2004-06-08 08:01:59

by Zoltan Menyhart

[permalink] [raw]
Subject: Re: Who owns those locks ?

Bjorn Helgaas wrote:
>
> There are a couple issues I was thinking of when
> I wrote "clean it up, pull the bits together...":
>
> 1) Tony Luck's question about what happens when
> "shr.u r30 = r13, 12" yields zero in the 32-bit
> lock value. I'm not the 2.6 maintainer, but I'd
> sure like to see some solution for this.
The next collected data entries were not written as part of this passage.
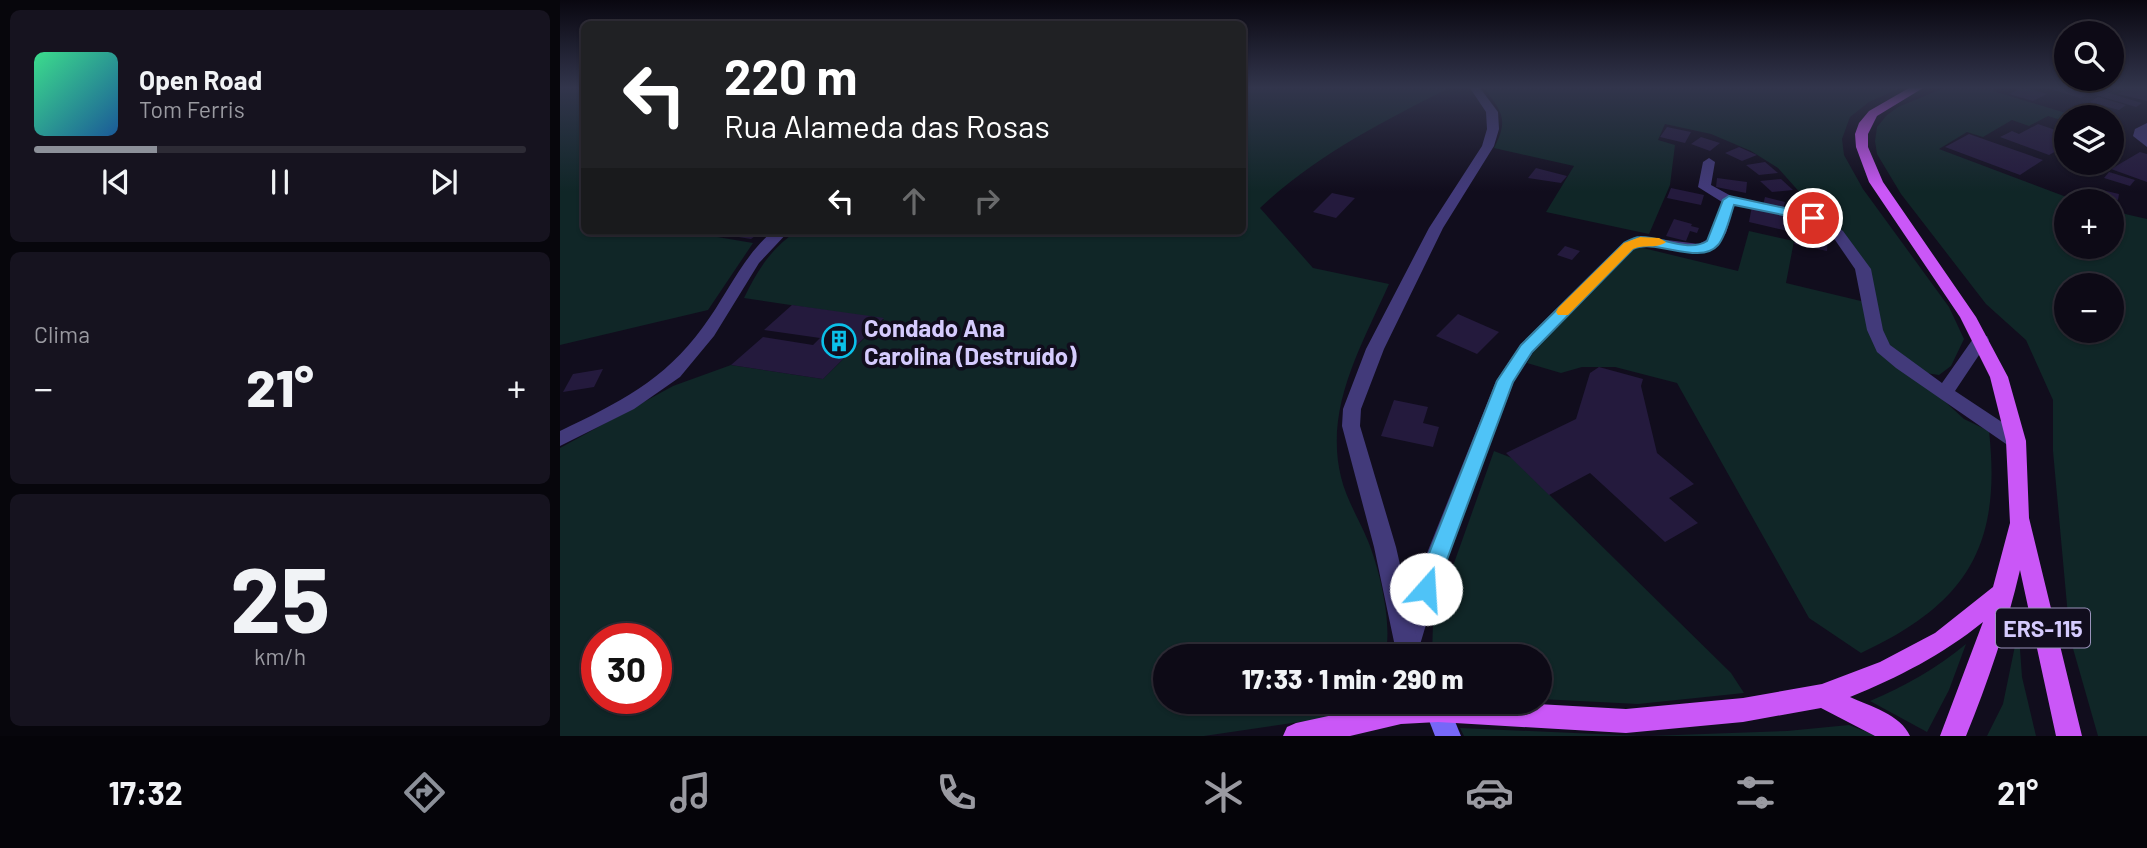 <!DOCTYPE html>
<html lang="pt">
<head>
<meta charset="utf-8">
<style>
  body { margin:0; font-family:Barlow,sans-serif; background:#16131f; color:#f1f3f6; height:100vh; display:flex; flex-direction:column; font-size:26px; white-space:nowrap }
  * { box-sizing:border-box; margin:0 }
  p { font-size:23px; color:#9a9aa1 }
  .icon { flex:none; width:38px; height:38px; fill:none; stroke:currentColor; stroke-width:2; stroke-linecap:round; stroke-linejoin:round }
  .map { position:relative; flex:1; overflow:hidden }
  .panel { display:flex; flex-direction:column; gap:10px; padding:10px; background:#07060c; width:560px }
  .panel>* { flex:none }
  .hud { position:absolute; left:21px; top:21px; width:665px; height:214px; border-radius:10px; box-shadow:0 2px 5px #0004,0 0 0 2px #2d2b35; background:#202124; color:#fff; overflow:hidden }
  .controls { position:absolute; left:1494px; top:21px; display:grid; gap:14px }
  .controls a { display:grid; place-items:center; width:70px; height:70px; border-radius:50%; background:#0d0a16; box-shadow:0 2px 5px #0004,0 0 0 2px #2d2b35; font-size:35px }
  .speed { position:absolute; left:21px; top:623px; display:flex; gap:14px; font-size:35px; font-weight:700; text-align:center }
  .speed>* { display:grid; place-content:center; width:91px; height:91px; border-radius:50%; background:#0d0a16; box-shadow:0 2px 5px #0004,0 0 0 2px #2d2b35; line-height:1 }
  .speed .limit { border:10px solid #d22; background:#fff; color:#111 }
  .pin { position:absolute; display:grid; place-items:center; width:60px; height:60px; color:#fff; margin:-30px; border:4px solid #fff; border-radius:50%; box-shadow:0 2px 7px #0007 }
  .me { position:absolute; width:77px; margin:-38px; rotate:19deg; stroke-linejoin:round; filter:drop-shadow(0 0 5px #0008) }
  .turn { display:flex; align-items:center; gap:24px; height:147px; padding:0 28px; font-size:32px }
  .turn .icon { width:91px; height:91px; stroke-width:2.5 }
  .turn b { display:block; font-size:49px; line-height:60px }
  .lanes { display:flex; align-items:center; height:66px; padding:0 28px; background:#0003; justify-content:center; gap:35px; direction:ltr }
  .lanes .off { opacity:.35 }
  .big { font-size:52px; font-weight:800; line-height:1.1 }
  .panel .card { flex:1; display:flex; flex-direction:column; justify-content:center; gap:10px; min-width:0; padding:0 24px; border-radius:10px; background:#16131f }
  .panel .dial { align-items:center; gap:0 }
  .dial b { font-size:91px; line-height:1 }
  .song { display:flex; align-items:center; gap:21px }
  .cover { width:84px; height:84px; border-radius:10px; background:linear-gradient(135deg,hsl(150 70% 55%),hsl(210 70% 35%)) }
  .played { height:7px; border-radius:4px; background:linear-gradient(90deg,#8c9099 25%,#2d2b35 25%) }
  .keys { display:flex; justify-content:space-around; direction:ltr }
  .heat { display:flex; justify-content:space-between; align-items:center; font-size:38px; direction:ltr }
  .trip { position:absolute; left:593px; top:644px; width:399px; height:70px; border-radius:35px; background:#0d0a16; box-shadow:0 2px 5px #0004,0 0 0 2px #2d2b35; font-weight:800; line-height:70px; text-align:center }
  .tab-bar { display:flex; height:112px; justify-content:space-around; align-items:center; background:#050409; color:#9a9aa1 }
  .tab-bar .icon { width:49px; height:49px }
  .tab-bar .on { color:#8c9099 }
  .tab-bar b { font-size:32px; color:#f1f3f6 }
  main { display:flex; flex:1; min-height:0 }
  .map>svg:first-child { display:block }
</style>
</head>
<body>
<main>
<section class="panel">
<div class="card">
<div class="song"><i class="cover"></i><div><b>Open Road</b><p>Tom Ferris</p></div></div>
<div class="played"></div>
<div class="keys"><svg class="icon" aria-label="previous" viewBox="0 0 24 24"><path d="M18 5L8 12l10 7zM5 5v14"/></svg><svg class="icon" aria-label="pause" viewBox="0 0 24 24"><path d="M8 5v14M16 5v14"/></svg><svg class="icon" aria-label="next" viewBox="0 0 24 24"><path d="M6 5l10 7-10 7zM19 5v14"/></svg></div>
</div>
<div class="card"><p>Clima</p>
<div class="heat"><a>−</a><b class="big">21°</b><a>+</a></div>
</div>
<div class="card dial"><b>25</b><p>km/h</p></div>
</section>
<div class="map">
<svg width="1587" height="736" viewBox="0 0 1587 736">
  <rect width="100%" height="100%" fill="#110d1d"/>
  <g fill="#102627" fill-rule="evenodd">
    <path d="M0 88H24V231H122L193 243 148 310 0 345Z"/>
    <path d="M683 88H889C822 122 755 156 700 208L753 268 829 284C802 345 764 408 781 477 786 499 800 521 808 541 820 571 833 625 825 656H606V702H799L774 717 644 736H0V448L113 386 171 365 263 379 324 319 184 298C197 271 211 248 237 231H682ZM37 639H96V698H37Z"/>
    <path d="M924 88H1340L1309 102 1290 117 1282 139 1284 155 1303 189 1389 307 1404 339 1391 366 1379 375 1366 373 1330 349 1284 233 1259 214 1218 168 1191 151 1151 134 1105 124 1098 140 1115 145 1110 185 1089 234 986 212 1014 166 934 148C949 119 942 112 924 88Z"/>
    <path d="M1384 88H1439L1433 91 1519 117H1507V122L1488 116 1469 126 1452 120 1423 137 1407 132 1379 149 1517 201H1507V247H1552V211L1587 219V736H1538L1510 638 1493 451V400L1466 340 1426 304 1341 194 1317 154 1315 141 1317 127 1327 115 1338 107ZM1507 285H1552V331H1507Z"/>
    <path d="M1189 231 1234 241 1226 283 1305 302 1310 333 1404 419 1429 431C1442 547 1406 604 1301 653L1249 618 1117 383 1055 367H1022L1001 373 967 363 975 349 1072 247H1079L1178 271Z"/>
    <path d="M934 451 952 458 1171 673 1184 693 1078 704 980 699V656H872L873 622Z"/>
    <path d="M1457 636 1460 649 1462 677 1476 736H1427L1443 704Z"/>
    <path d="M1406 644 1389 690 1367 732 1310 701C1345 686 1377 668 1406 644Z"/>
    <path d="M1289 725 1317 736H1088L1227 731Z"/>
    <path d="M900 728 1082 736H904Z"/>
  </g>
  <g fill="#241a3d">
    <path d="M1461 88H1467L1487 94 1473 101 1449 94Z"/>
    <path d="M1487 88H1510L1529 93 1521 98Z"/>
    <path d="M1553 88H1587V101L1558 94 1563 91Z"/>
    <path d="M1539 90 1582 103 1576 107 1533 94Z"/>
    <path d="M1538 97 1566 105 1559 110 1530 102Z"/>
    <path d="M1478 124 1507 134V145L1489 155 1440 137 1452 131 1459 134Z"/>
    <path d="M1107 127 1131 132 1125 143 1100 137Z"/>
    <path d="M1409 134 1483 160 1460 175 1385 147Z"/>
    <path d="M1141 137 1160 143 1150 151 1131 144Z"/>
    <path d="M1179 147 1197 155 1182 161 1165 153Z"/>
    <path d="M1580 152 1587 154V182L1551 169Z"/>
    <path d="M1205 162 1218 173 1199 175 1186 165Z"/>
    <path d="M976 168 1007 176 1001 183 968 178Z"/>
    <path d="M1549 172 1575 180 1570 186 1544 178Z"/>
    <path d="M1157 178 1187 182 1186 193 1156 187Z"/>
    <path d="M1221 179 1233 190 1212 192 1200 181Z"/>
    <path d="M1111 188 1144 195 1141 205 1107 198Z"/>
    <path d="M1534 188 1559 194 1558 200 1532 193Z"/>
    <path d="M772 193 795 198 776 218 753 212Z"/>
    <path d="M1205 197 1225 202 1223 209 1203 205Z"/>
    <path d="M1192 206 1230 214 1229 221 1250 222 1261 232 1255 235 1268 238 1267 251 1234 244 1236 236 1228 231 1189 222Z"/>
    <path d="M1114 219 1132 224 1131 226 1139 228 1137 233 1130 231 1126 241 1106 236Z"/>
    <path d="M179 231H202L191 239 172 236Z"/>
    <path d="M1005 246 1020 251 1012 260 997 255Z"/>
    <path d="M232 305 324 318 263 379 171 365 203 337 253 345 260 338 204 330Z"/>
    <path d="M898 314 939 332 917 354 876 336Z"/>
    <path d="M1039 367 1083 379 1081 386 1097 453 1134 484 1109 498 1138 523 1105 542 1030 473 989 495 946 453 1016 419 1030 373Z"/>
    <path d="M43 369 34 387 3 392 13 374Z"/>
    <path d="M834 400 868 407 863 423 879 427 873 447 821 436Z"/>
  </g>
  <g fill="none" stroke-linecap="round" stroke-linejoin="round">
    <g fill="#423a7a" fill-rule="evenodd">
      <path d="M1587 123V147L1573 136 1575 129Z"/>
      <path d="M1149 158 1155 162 1151 185 1173 197 1258 214 1283 231 1311 269 1323 330 1330 345 1382 383 1415 336H1427L1429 340 1395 391 1463 436 1466 441 1463 446H1449L1336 368 1317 352 1307 330 1295 269 1273 237 1248 220 1174 205 1166 233 1152 250C1126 256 1099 242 1073 249L973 352 954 381 883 568 859 648 855 656H839L835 648 861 568 936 381 961 344 1063 243 1091 238 1139 244 1148 239 1162 202 1138 187 1143 162Z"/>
      <path d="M213 231H229L199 263 154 336 120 377 74 409 0 446V431C58 403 104 381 143 327 167 295 182 257 213 231Z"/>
    </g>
    <path fill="#423a7a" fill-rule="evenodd" d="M910 88H920L938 112 939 129 934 146 883 228 824 349 801 409 800 426 836 547 861 656H837L814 547 782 426 783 409 806 349 869 228 922 146 927 129 926 112Z"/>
    <path fill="#7767f8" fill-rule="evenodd" d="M869 702H887L901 736H875L865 710Z"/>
    <path fill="#ca57f7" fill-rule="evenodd" d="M1349 88H1363L1317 116 1308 134V147L1323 182 1416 317 1448 377 1466 441 1469 518 1522 736H1496L1460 570C1447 626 1428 682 1406 736H1380L1423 622C1382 655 1339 677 1290 697 1310 706 1341 715 1350 736H1315L1261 708 1183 722 1066 733 878 722 841 724 790 736H723L727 727 736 723 833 702H944L1066 709 1183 698 1262 684 1320 662 1375 633 1433 587 1450 523 1446 441 1430 377 1400 317 1309 182 1296 147 1295 134 1299 123 1309 111Z"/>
  </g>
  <linearGradient id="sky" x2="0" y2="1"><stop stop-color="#090710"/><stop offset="0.46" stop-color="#32354c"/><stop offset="1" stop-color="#32354c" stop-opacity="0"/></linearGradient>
  <rect width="1587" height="191" fill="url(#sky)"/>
  <path fill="#4fc3f7" stroke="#337fa1" stroke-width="2" d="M1169 196 1253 214 1260 218 1253 221 1174 205C1170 216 1166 236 1158 245 1140 266 1095 238 1073 249L972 352 953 382 876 589 873 595 866 598 858 595 855 589 937 381 961 345 1064 243C1068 241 1074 237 1080 237 1100 236 1129 253 1147 241L1163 200Z"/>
  <path fill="#f59e0b" d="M1080 237 1099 238 1106 242C1098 249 1084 244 1073 249L1008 315H998L996 312 998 308 1064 243Z"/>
  <defs>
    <symbol id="building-ring" viewBox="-11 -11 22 22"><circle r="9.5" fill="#110d1d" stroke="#0bc0e9" stroke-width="1.5"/><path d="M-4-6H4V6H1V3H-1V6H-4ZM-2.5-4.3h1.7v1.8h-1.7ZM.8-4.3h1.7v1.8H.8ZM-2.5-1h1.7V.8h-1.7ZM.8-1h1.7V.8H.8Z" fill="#0bc0e9"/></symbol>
  </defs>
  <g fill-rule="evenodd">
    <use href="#building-ring" x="260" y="322" width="38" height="38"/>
  </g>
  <g text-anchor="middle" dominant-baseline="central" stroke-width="7" stroke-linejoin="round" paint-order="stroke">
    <rect fill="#110d1d" stroke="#9a92ba" stroke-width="2" x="1436" y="608.5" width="94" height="39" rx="5"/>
    <g font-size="23" font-weight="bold" fill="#d5cbfd">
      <text x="1483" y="628">ERS-115</text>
    </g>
    <g font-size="24" font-weight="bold" fill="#d5cbfd" stroke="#110d1d" text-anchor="start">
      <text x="304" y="327">Condado Ana<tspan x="304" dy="28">Carolina (Destruído)</tspan></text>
    </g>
  </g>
</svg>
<div class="controls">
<a><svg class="icon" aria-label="search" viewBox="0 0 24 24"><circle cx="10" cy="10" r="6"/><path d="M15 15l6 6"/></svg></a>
<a><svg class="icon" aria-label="layers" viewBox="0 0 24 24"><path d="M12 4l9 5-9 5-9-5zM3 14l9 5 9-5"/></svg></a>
<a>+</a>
<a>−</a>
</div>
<div class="speed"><div class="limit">30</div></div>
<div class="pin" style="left:1253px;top:218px;background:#d93025"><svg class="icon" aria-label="arrive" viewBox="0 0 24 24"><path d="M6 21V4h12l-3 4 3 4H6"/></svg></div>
<svg class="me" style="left:866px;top:589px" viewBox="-20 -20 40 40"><circle r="19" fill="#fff"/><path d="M0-13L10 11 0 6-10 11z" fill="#4fc3f7"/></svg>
<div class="trip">17:33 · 1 min · 290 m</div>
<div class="hud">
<div class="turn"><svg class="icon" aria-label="left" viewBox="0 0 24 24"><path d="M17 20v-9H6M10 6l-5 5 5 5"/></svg><div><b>220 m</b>Rua Alameda das Rosas</div></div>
<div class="lanes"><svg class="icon" aria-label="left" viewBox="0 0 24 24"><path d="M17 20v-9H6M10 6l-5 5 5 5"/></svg><svg class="icon off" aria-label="ahead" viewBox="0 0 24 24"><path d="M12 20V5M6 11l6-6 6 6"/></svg><svg class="icon off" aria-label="right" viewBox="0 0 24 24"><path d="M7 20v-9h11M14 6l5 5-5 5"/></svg></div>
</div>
</div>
</main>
<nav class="tab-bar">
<b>17:32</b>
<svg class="icon on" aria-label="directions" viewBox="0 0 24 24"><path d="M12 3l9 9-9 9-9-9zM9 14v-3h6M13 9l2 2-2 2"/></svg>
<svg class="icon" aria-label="music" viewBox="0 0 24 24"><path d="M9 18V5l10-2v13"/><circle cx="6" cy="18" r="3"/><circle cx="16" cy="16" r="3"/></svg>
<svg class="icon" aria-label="phone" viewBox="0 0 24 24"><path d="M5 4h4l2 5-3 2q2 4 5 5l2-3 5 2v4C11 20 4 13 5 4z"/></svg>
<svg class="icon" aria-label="climate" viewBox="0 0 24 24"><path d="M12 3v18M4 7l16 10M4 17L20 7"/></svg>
<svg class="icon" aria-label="car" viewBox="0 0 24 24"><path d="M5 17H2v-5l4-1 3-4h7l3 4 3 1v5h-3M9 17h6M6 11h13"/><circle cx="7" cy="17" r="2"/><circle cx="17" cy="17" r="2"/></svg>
<svg class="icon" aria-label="filters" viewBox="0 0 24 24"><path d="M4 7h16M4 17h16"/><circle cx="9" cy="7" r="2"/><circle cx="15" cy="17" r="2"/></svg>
<b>21°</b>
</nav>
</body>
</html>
It would
> be a nightmare to debug a system where one random
> task didn't release locks correctly. Since other
> arches use a trick like this, I'm hoping they've
> figured out something we can copy (I haven't looked).

Sure, I did not want to make an error like saying:
"640 K ought to be enough for everyone".

I'm afraid, there is no perfect solution.

- We do not want to change the lock size to 64 bits, do we ?
-- Couple of new alignment problems.

- You keep my code, it is correct for a memory size up to 16 Tbytes.

- You shift by PAGE_SHIFT, rather than by 12 (using page size of
16 Kbytes) => up to 64 Tbytes.
-- Not that much human readable lock values.

- You move to PAGE_SIZE = 64 K, you get human readable lock values
up to 256 Tbytes.

- You could store the "PID | miraculous bit" (to avoid PID = 0
problem).
-- Somewhat longer code.

I expect the main stream IA64 kernel to move to PAGE_SIZE = 64 K by
the time there will be machines with more than 16 Tbytes of memory
(as the processors have got just a very limited number of
translation look aside buffer entries, and the ever growing
application / memory sizes result in higher TLB miss rate unless the
page size increases).


Regards,

Zolt?n


2004-06-08 15:06:06

by Bjorn Helgaas

[permalink] [raw]
Subject: Re: Who owns those locks ?

On Tuesday 08 June 2004 2:03 am, Zoltan Menyhart wrote:
> - You keep my code, it is correct for a memory size up to 16 Tbytes.

Many if not most large machines have sparse address spaces,
so you may have memory at an address that will cause a
problem even if the actual amount of memory is much smaller.

The main point is that I wouldn't want a time bomb that
will silently fail when somebody happens to boot on such
a machine. Whether that's avoided by a "miraculous" bit,
throwing away problem pages at boot-time, avoiding task
allocation at specific addresses, etc., is secondary.